_TASK DESCRIPTION_
Filter the material, keeping only lines with the word "look".

_DATA PROVIDED_
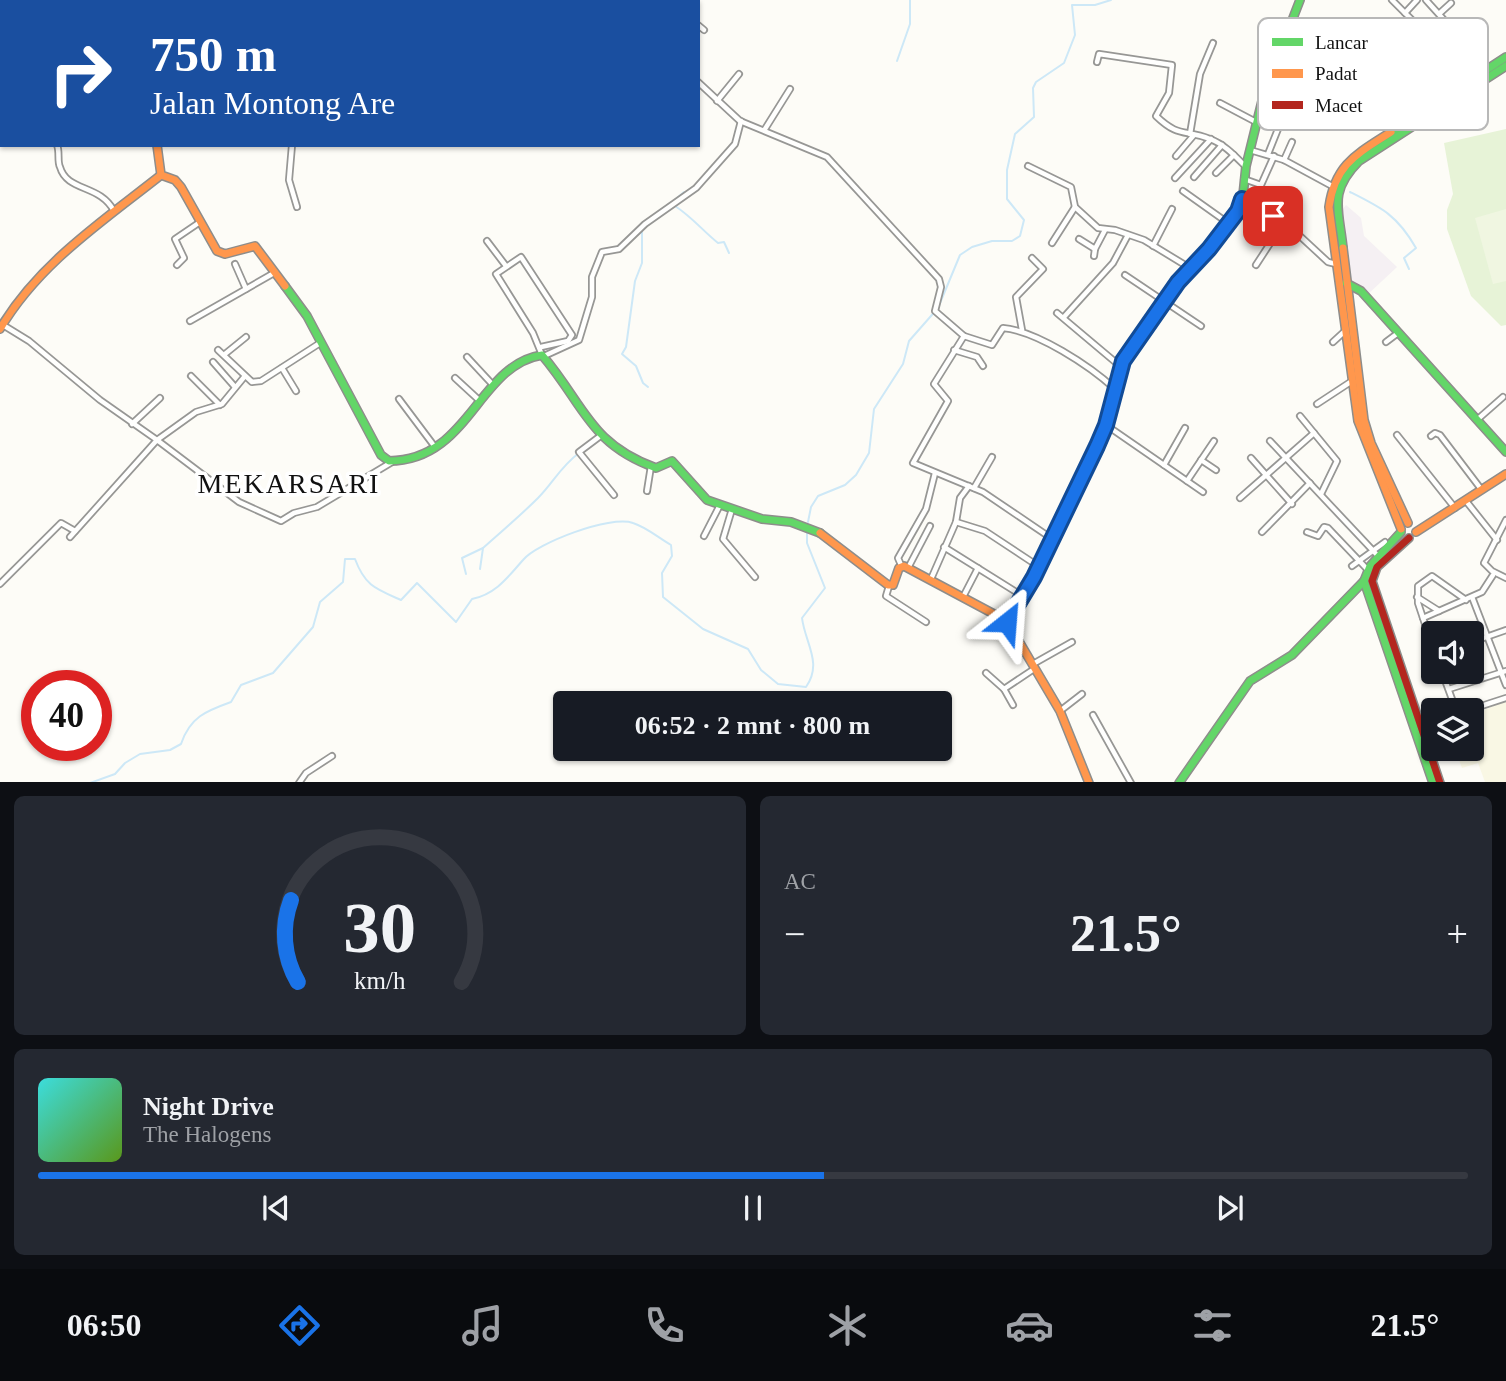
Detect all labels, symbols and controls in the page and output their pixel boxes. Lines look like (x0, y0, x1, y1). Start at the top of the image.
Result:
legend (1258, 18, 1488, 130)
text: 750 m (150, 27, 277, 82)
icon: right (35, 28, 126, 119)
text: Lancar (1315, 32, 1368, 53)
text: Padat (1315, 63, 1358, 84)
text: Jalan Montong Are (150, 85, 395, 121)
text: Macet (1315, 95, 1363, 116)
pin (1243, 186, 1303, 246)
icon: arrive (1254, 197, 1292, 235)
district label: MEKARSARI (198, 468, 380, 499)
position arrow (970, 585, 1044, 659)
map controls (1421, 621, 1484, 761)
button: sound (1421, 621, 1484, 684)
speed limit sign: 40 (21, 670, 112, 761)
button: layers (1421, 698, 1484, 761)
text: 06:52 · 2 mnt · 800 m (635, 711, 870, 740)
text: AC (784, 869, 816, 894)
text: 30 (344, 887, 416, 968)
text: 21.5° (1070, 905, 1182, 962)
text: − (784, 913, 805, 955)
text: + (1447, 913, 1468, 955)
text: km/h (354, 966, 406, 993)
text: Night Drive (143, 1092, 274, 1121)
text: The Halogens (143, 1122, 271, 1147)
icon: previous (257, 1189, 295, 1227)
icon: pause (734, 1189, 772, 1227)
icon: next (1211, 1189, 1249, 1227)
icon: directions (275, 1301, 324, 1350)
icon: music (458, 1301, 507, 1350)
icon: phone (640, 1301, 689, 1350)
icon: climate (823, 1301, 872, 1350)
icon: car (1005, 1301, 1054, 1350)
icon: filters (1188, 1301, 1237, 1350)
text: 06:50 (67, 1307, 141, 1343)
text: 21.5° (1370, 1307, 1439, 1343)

...

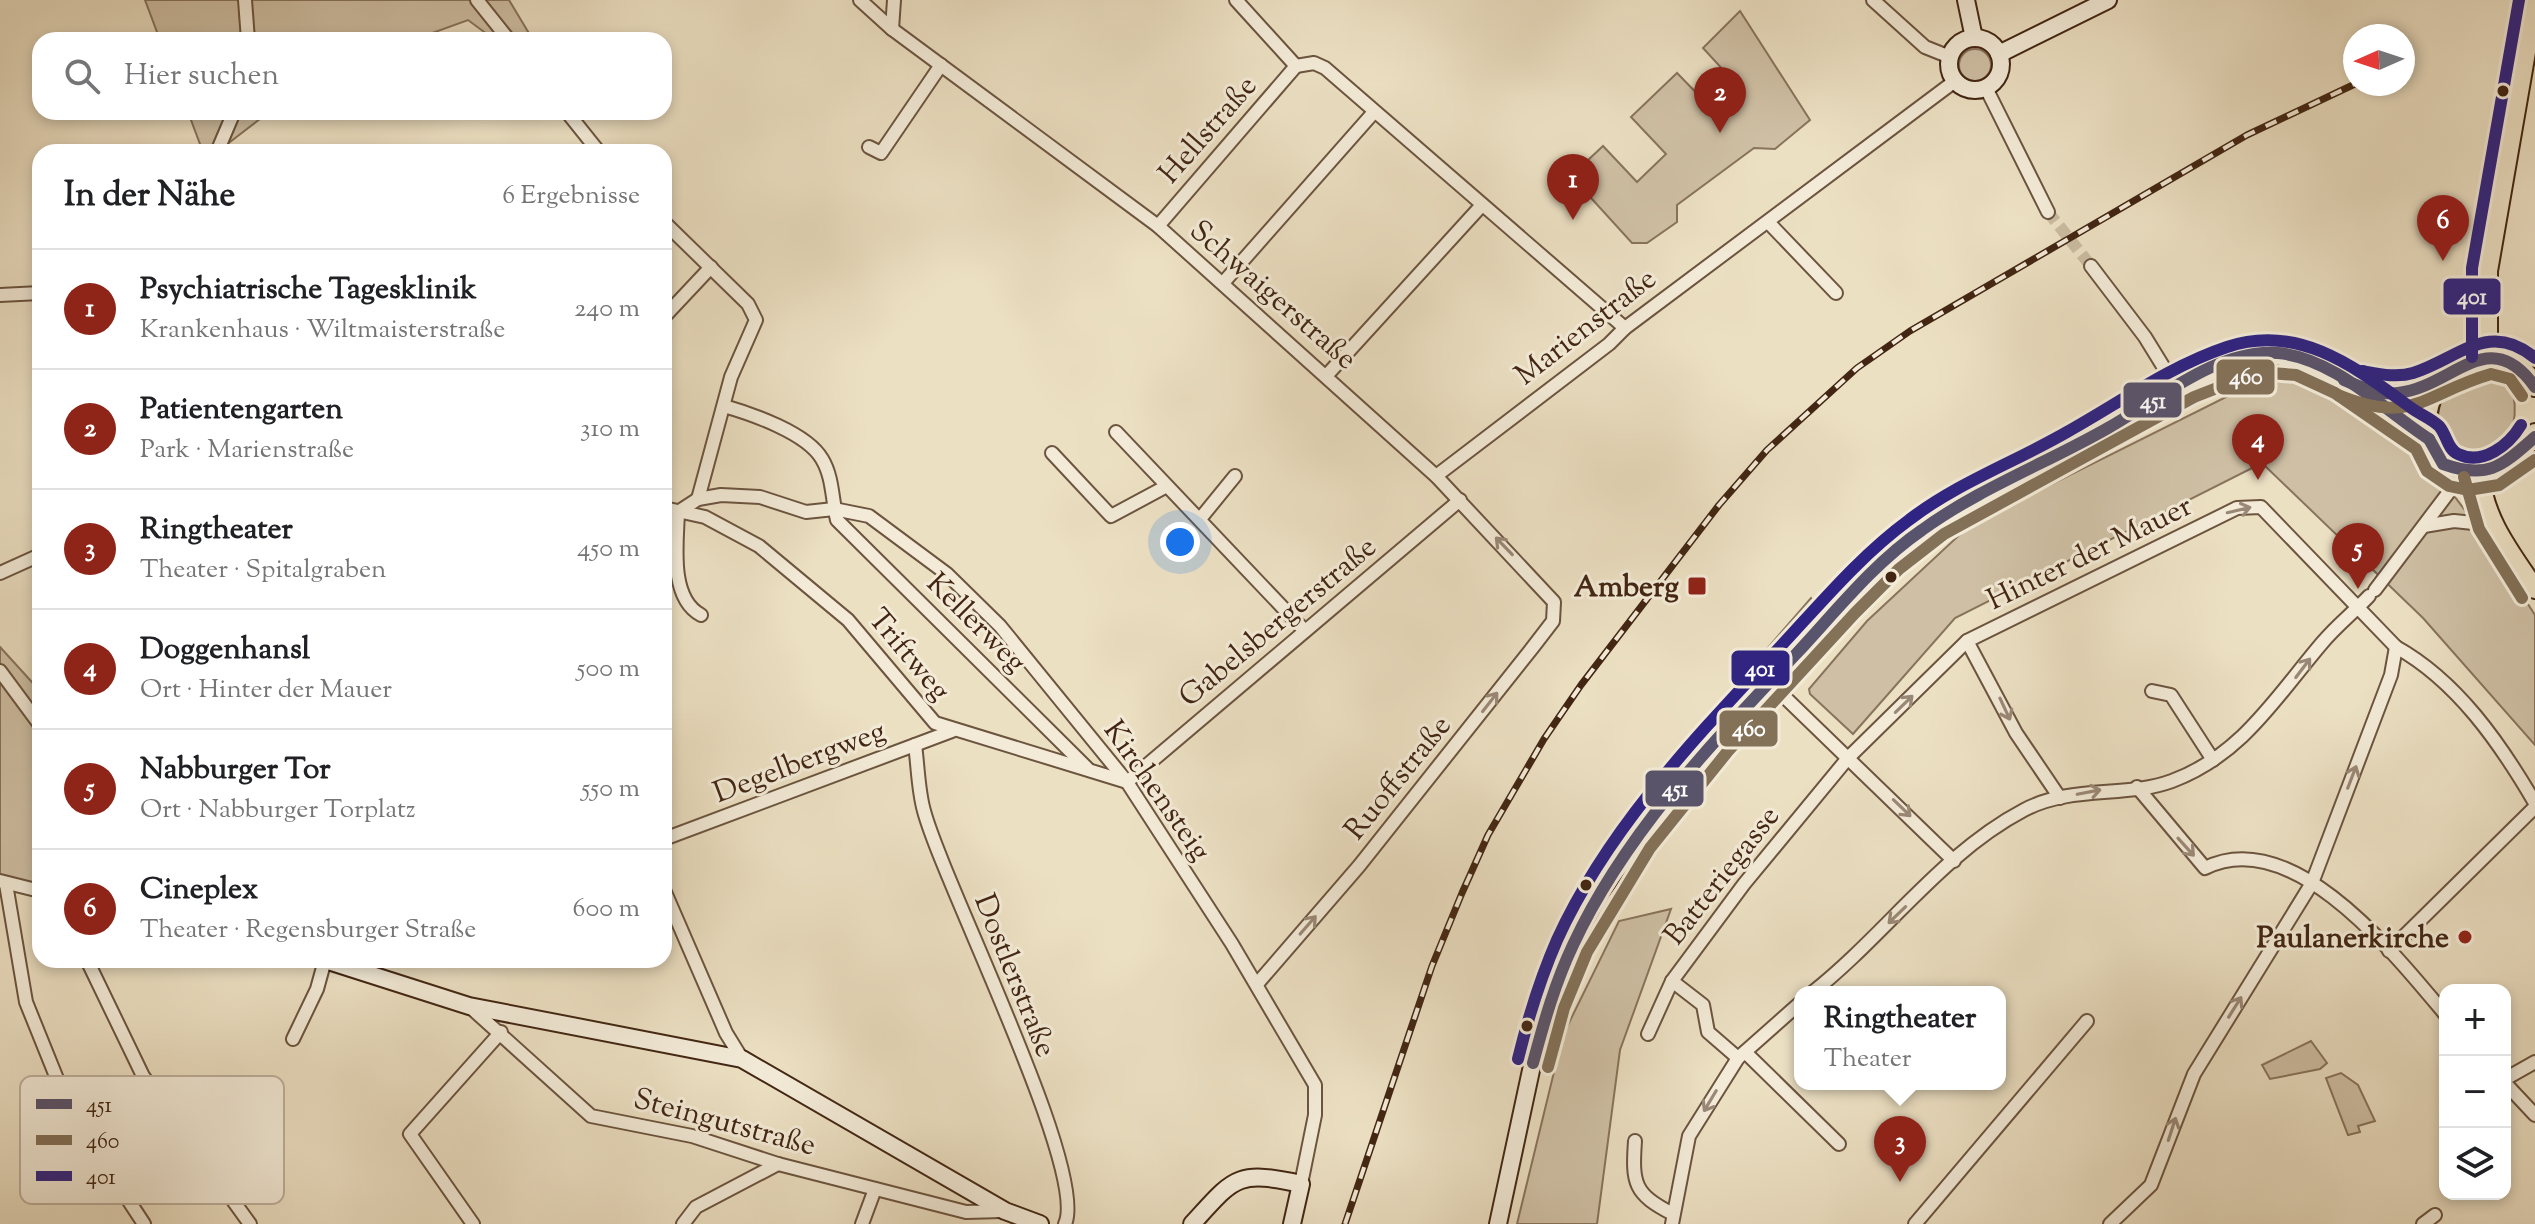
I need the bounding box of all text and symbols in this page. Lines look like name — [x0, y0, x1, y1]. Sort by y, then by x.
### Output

_RESULT BELOW_
Detect all labels, symbols and controls in the page and output their pixel boxes. Lines look like (x0, y0, x1, y1). Start at the top of the image.
I need the bounding box of all text and symbols in this page. Lines look like name — [x0, y0, x1, y1]. Sort by y, then by x.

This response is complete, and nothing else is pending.